Three Party Secure Computation with Friends and Foes

Abstract

In secure multiparty computation (MPC), the goal is to allow a set of mutually distrustful parties to compute some function of their private inputs in a way that preserves security properties, even in the face of adversarial behavior by some of the parties. However, classical security definitions do not pose any privacy restrictions on the view of honest parties. Thus, if an attacker adversarially leaks private information to honest parties, it does not count as a violation of privacy. This is arguably undesirable, and in real-life scenarios, it is hard to imagine that possible users would agree to have their private information revealed, even if only to other honest parties.

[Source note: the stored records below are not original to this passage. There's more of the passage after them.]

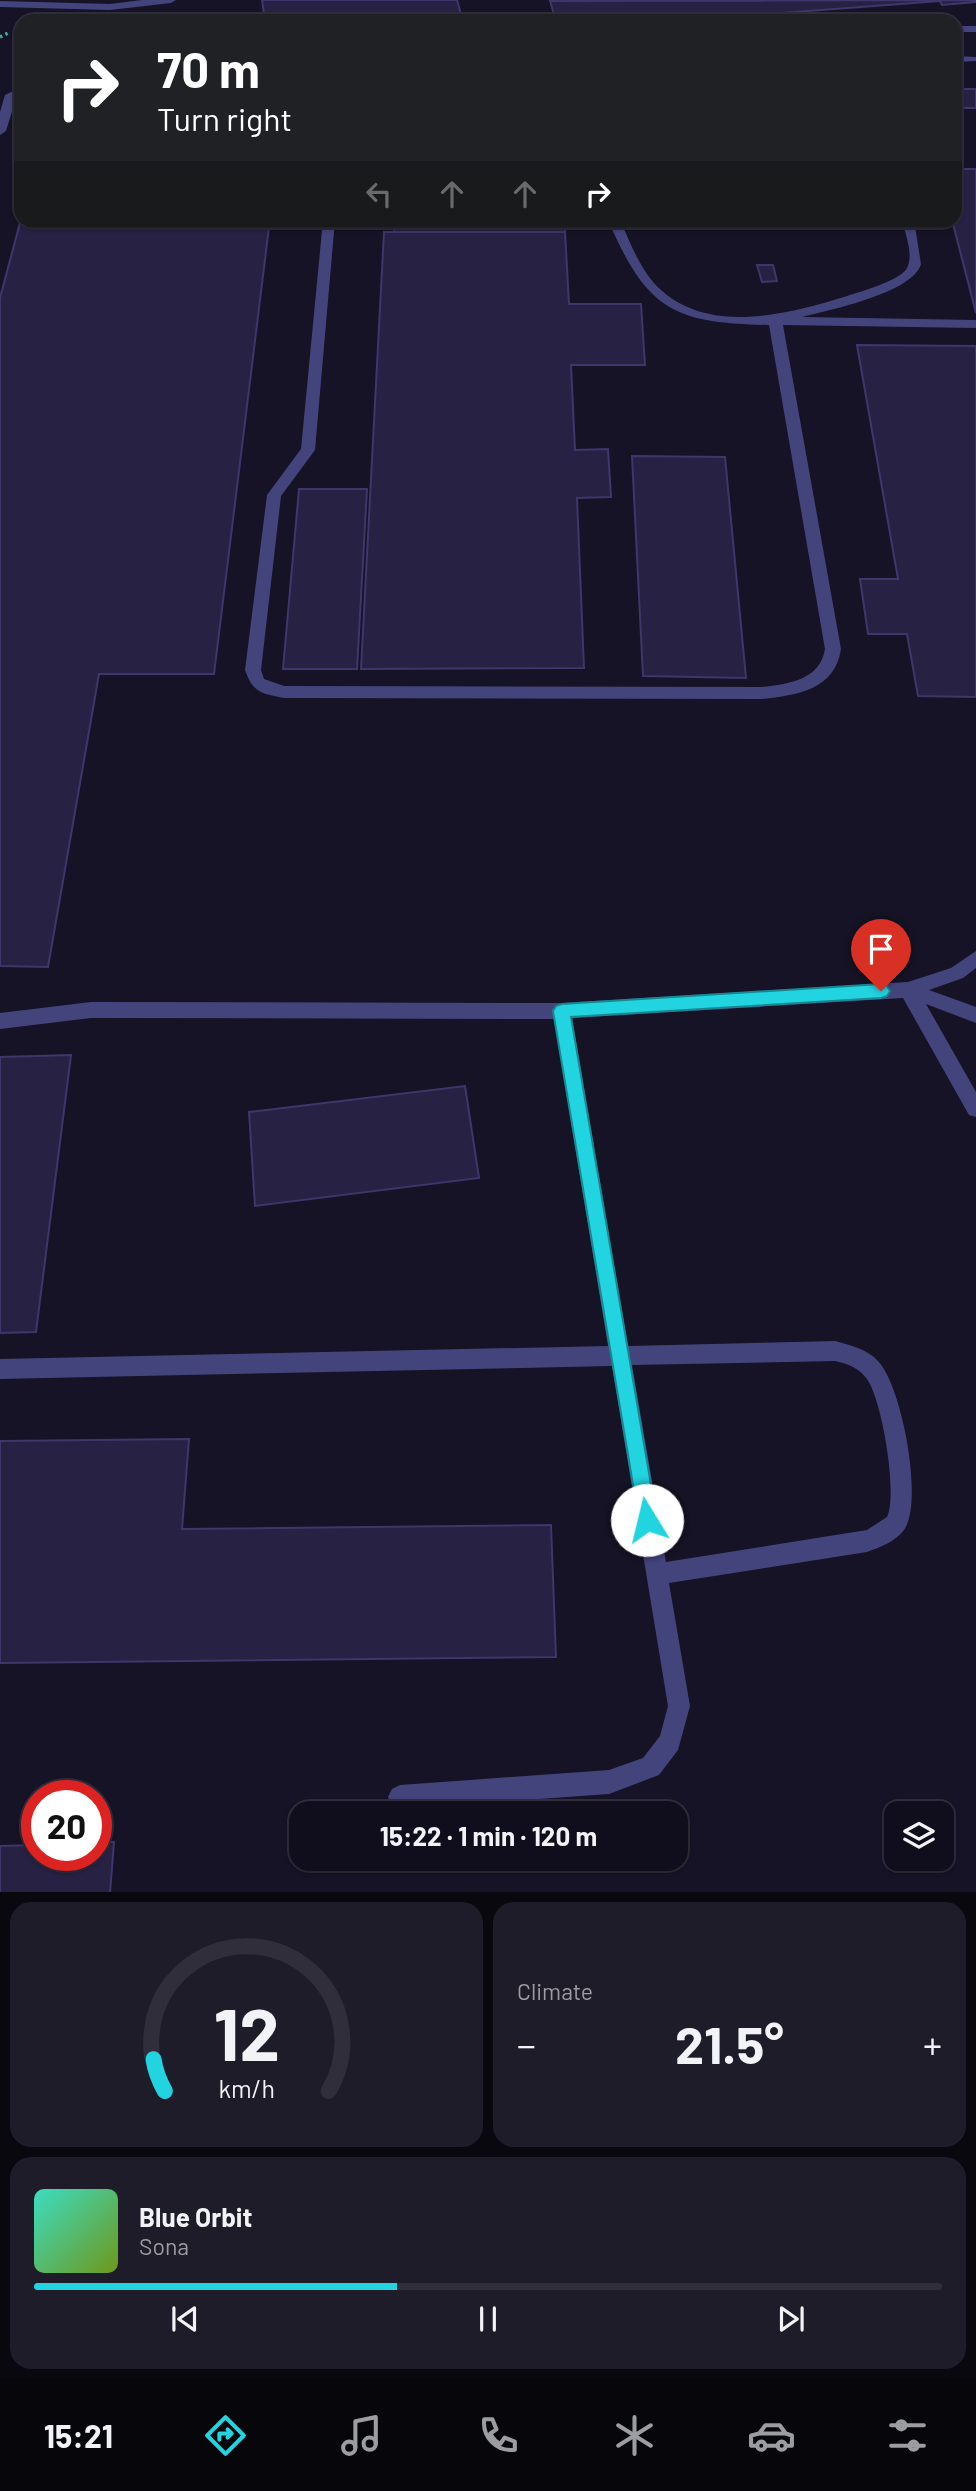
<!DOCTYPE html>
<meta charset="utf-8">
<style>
:root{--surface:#100e1c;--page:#1e1c29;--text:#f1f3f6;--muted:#9c9ca3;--line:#302e3b;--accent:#22d3e0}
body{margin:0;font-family:Barlow,sans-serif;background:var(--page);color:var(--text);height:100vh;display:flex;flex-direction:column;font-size:26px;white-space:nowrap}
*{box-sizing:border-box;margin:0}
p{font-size:23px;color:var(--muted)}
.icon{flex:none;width:38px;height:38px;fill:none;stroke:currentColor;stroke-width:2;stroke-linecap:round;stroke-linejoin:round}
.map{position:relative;height:1892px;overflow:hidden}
.details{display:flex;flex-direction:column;gap:10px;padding:10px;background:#09080f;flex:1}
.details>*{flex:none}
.hud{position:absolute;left:14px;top:14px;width:948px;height:214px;border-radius:21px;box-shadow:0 2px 5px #0004,0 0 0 2px var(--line);background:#202124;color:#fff;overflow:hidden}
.buttons{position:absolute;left:884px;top:1801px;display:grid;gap:14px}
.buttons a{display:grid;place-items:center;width:70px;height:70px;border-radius:14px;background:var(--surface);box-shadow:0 2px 5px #0004,0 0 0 2px var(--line);font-size:35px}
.speed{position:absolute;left:21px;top:1780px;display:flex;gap:14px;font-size:35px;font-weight:700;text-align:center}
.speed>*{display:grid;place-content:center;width:91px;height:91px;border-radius:50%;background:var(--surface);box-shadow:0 2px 5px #0004,0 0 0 2px var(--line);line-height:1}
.speed .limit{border:10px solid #d22;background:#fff;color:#111}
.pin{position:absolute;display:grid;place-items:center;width:60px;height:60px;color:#fff;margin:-72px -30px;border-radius:50% 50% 50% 0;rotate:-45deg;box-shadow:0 0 7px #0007}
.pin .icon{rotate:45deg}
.me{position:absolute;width:77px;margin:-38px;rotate:351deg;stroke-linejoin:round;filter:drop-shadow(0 0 5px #0008)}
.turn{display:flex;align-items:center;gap:24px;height:147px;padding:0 28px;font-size:32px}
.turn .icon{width:91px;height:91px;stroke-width:2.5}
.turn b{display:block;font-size:49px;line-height:60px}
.lanes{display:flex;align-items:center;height:66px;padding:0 28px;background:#0003;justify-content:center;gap:35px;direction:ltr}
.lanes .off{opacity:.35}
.big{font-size:52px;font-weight:700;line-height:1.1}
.details .tile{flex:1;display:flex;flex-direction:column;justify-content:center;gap:10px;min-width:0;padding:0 24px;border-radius:21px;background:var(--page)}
.details .dial{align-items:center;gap:0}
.dial svg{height:182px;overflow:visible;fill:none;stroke:var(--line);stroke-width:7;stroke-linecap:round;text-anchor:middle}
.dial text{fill:var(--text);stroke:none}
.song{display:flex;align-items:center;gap:21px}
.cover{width:84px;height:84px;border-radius:10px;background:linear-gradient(135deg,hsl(170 70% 55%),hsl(80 70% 35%))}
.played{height:7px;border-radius:4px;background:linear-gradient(90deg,var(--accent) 40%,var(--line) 40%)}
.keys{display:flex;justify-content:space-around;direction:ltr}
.heat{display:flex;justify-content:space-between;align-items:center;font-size:38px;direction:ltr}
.details .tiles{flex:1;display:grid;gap:10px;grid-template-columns:1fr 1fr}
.tile:last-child{grid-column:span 2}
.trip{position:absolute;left:289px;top:1801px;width:399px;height:70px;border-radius:21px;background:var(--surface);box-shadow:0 2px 5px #0004,0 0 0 2px var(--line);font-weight:700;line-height:70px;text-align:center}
.tab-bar{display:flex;height:112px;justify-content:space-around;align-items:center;background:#06060b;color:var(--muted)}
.tab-bar .icon{width:49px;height:49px}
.tab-bar .on{color:var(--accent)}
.tab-bar b{font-size:32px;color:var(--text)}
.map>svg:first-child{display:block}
</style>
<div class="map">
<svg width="976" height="1893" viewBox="0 0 976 1893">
<rect width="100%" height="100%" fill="#151325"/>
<path fill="#272143" stroke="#3f366c" stroke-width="2" d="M 262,0 L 457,0 L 462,18 L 423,21 L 265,21 Z
M 976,0 L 976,2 L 942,5 L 940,1 L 674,21 L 556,21 L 550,1 Z
M 226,15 L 227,21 L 163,20 Z
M 956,89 L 976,89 L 976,108 L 956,108 Z
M 956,169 L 976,169 L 976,313 L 952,220 L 956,220 Z
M 21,219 L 114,220 L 113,226 L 269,227 L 214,674 L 99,674 L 48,967 L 0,966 L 0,298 Z
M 395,220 L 565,220 L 565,232 L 394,232 Z
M 384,232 L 565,232 L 569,304 L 641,304 L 645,365 L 571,365 L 575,450 L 608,449 L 611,497 L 577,498 L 584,668 L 361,669 Z
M 757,265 L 773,265 L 777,281 L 762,282 Z
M 857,345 L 976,346 L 976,697 L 918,696 L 907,634 L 868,634 L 860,579 L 898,579 Z
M 632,456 L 725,457 L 746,678 L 643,676 Z
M 299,489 L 367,489 L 357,669 L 283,669 Z
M 71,1055 L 36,1332 L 0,1333 L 0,1057 Z
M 465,1086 L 479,1178 L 255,1206 L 249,1112 Z
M 189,1439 L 182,1529 L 551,1525 L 556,1657 L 0,1663 L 0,1441 Z
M 96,1842 L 114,1842 L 110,1893 L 0,1893 L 0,1846 L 37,1845 L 37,1855 L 96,1855 Z"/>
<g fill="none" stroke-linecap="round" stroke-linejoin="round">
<path stroke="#41a99f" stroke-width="3.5" stroke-dasharray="2.5 3.5" stroke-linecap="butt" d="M 0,37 L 10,32"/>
<path fill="#44447d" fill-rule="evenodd" d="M 142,0 L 176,0 L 171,3 L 110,10 L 0,7 L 0,1 L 110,4 Z
M 956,26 L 976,26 L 976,32 L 956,32 Z
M 956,56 L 976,57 L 976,61 L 956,62 Z
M 11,92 L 17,95 L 6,131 L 0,135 L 0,112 L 5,95 Z
M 323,220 L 335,220 L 315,450 L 281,496 L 261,670 L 264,679 L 284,686 L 762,687 C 789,684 820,680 825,649 L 769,325 C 673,323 647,310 608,220 L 620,220 C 630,242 638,264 653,282 C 702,337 784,315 844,297 C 859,292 900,281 907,268 C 914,255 905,233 902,220 L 914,220 L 921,264 C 913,293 829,310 802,317 L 976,320 L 976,328 L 783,325 L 841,649 C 835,690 797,695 762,699 L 284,698 C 262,694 253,693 245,670 L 267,495 L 301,449 Z
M 976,951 L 976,968 L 963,978 L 929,990 L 976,1007 L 976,1023 L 926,1004 L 976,1092 L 976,1117 L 969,1115 L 903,998 L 572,1018 L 628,1346 L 835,1341 C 850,1345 867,1349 878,1361 C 902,1386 924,1502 904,1530 C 895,1542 880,1547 867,1552 L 669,1583 L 690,1706 L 678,1750 L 659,1775 L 609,1794 L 400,1809 L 392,1805 L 388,1797 L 392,1789 L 400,1785 L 609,1770 L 643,1758 L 660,1736 L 668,1706 L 612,1366 L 0,1379 L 0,1359 L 608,1346 L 554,1019 L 91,1018 L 0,1029 L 0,1013 L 91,1002 L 562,1003 L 908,982 L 951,968 ZM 835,1361 C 848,1364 859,1368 867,1379 C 882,1400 898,1494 887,1517 L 867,1530 L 666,1562 L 632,1365 Z"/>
</g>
<path fill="#22d3e0" stroke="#168992" stroke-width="2" d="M 881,984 L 887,986 L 890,991 L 887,996 L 881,998 L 571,1017 L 657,1520 L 654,1526 L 647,1529 L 640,1526 L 553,1011 L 556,1006 L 562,1004 Z"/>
</svg>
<div class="buttons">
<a><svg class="icon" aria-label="layers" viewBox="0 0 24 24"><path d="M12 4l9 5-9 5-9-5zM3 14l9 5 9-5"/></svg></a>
</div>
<div class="speed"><div class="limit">20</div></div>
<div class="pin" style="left:881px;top:991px;background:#d93025"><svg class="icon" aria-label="arrive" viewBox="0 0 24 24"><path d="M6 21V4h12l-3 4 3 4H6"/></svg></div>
<svg class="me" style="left:647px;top:1520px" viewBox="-20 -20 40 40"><circle r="19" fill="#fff"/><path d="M0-13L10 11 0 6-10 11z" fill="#22d3e0"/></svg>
<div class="trip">15:22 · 1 min · 120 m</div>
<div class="hud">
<div class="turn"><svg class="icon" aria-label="right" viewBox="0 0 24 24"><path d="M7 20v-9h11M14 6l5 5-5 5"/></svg><div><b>70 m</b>Turn right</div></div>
<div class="lanes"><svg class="icon off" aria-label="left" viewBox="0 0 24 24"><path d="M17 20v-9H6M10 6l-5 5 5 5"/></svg><svg class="icon off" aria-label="ahead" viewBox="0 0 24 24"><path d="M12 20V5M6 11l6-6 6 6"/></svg><svg class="icon off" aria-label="ahead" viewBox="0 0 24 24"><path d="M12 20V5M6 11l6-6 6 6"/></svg><svg class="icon" aria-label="right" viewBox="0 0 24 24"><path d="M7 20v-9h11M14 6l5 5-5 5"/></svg></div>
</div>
</div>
<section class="details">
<div class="tiles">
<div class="tile dial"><svg viewBox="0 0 100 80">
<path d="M14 69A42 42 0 1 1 86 69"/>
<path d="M14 69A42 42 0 0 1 9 55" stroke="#22d3e0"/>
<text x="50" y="56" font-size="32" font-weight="700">12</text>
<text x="50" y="72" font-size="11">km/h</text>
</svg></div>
<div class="tile"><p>Climate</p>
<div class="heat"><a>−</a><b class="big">21.5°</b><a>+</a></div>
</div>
<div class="tile">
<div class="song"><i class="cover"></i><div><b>Blue Orbit</b><p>Sona</p></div></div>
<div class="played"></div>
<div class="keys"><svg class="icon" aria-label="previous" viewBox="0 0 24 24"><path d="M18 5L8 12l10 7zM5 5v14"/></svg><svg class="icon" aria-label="pause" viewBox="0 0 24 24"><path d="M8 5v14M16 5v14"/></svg><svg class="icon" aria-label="next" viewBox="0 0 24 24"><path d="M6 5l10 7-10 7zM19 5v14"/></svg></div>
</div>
</div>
</section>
<nav class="tab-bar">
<b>15:21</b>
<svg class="icon on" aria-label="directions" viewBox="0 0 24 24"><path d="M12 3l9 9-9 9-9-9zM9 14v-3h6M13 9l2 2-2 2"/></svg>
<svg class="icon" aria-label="music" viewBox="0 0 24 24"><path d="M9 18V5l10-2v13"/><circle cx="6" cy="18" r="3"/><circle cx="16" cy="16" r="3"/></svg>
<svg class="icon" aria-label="phone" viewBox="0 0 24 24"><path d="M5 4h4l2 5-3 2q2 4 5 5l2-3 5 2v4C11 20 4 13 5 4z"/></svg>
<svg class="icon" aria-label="climate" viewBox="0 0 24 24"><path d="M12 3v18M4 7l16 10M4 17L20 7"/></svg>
<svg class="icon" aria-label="car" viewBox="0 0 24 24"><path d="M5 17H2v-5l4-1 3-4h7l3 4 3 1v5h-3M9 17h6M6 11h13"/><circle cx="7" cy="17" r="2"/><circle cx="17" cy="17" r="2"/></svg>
<svg class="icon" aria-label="filters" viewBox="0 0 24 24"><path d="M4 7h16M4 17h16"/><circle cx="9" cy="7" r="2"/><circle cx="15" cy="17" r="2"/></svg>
</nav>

To address this issue, Alon et al. [CRYPTO 20] introduced the notion of security with friends and foes (FaF security). In essence, $(t,h)$-FaF security requires that a malicious adversary corrupting up to $t$ parties cannot help a coalition of $h$ semi-honest parties to learn anything beyond what they can learn from their inputs and outputs (combined with the input and outputs of the malicious parties). They further showed that $(t,h)$-FaF security with $n$ parties is achievable for any functionality if $2t+h<n$, and for some functionality, $(t,h)$-FaF security is impossible assuming $2t+h\geq n$. A remaining important open problem is to characterize the set of $n$-party functionalities that can be computed with $(t,h)$-FaF security assuming $2t+h\geq n$. In this paper, we focus on the special, yet already challenging, case of $(1,1)$-FaF security for three-party, 2-ary (two inputs), symmetric (all parties output the same value) functionalities. We provide several positive results, a lower bound on the round complexity, and an impossibility result. In particular, we prove the following. (1) we identify a large class of three-party Boolean symmetric 2-ary functionalities that can be computed with $(1,1)$-FaF full security, and (2) We identify a large class of three-party (possibly non-Boolean) symmetric 2-ary functionalities, for which no $O(\log\kappa)$-round protocol computes them with $(1,1)$-FaF full security. This matches the round complexity of our positive results for various interesting functionalities, such as equality of strings.